Cyber security will continue to remain a biggest concern even in 2021 and thereafter after 2020. Cyber attacks are no longer limited to just big corporations, SMEs, or financial institutions. We hear news of hackers targeting nonprofits almost everyday across the world.
Due to Covid-19, nonprofits / charities were forced to ask their workforce to work remotely due to which they were not able to contribute towards their mission. Also, they need to cancel / postpone their programs along with their inability to adapt to this crisis because of technology limitations.
With increased numbers of cyber attacks on nonprofits/charities making their situation worse? It's largely because most of the nonprofit or charity organisations don't have a well-defined cybersecurity policy in place to mitigate the risk of cyber attack.
Below are some alarming statistics around UK charity / nonprofit cybersecurity during the Covid-19 pandemic:
A third of charities have suffered a cyber-attack during the coronavirus pandemic as per research study conducted by Ecclesiastical Insurance.

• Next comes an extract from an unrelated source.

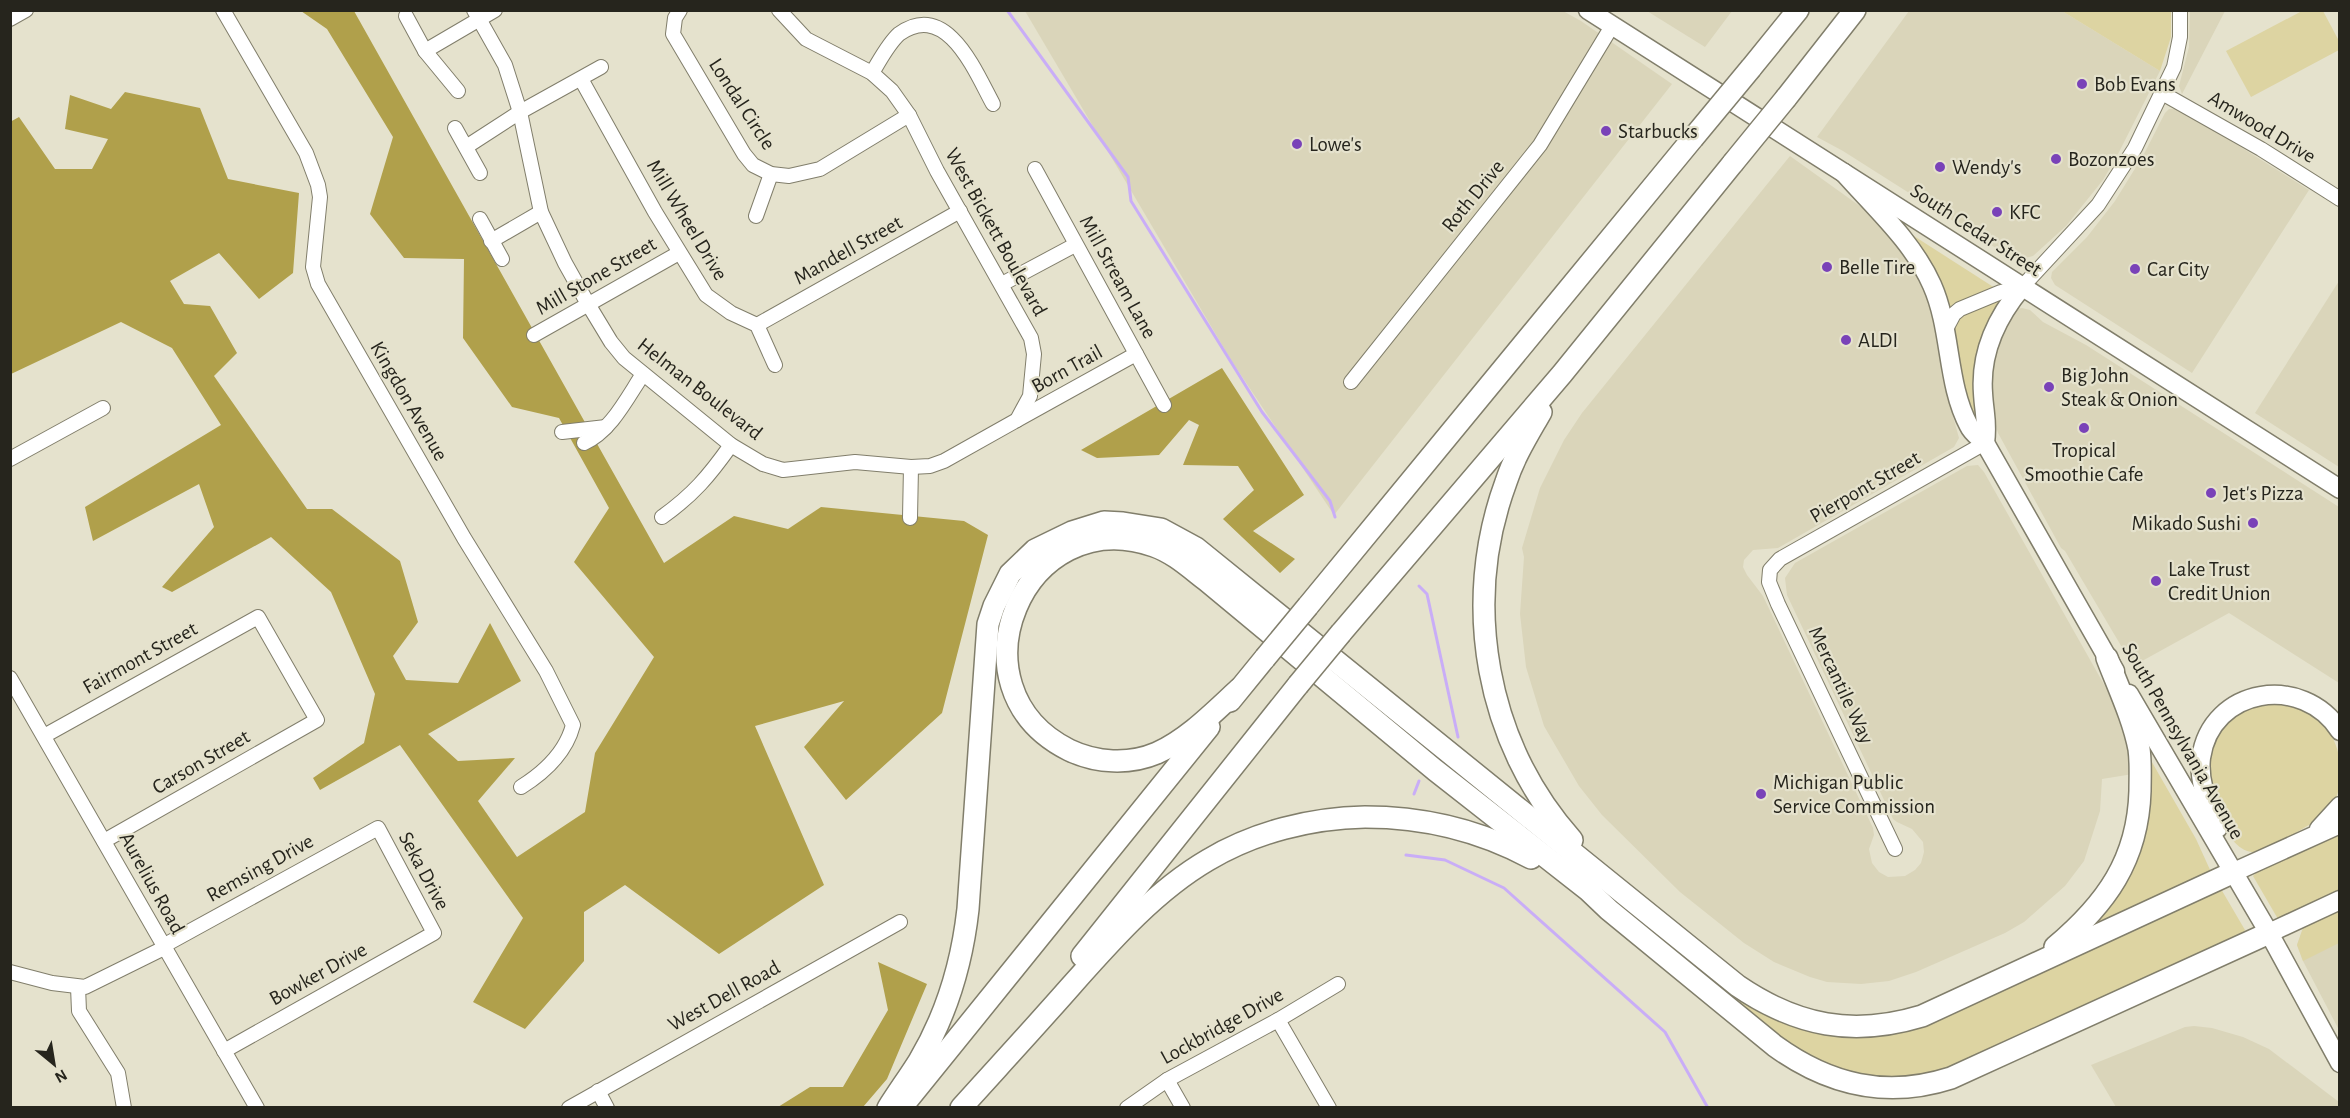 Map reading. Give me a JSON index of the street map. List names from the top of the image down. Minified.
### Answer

51% of charity organisations with an annual income of more than £500,000 had suffered a cyber breach or attack in the past 12 months as per The Cyber Security Breaches Survey 2021, published by the Department for Digital, Culture, Media and Sport (DCMS).
Spear Phishing (7%)
Among the charities that identify breaches or attacks, found that 18% ended up losing money, data or other assets
The Charity Commission revealed that fraudsters have stolen over £3.5m from charities during the pandemic
Almost half (45%) have not taken any steps at all to increase protection for staff working from home, prompting concerns that charities are not taking the threat of cyber fraud seriously.
As per YouGov survey, two-thirds of charities moved to remote working during the pandemic.
Hence, it becomes vital for every charity / nonprofit to take required preventative cyber security measures, make an investment in cyber protection software and develop a solid cyber attack incident response plan.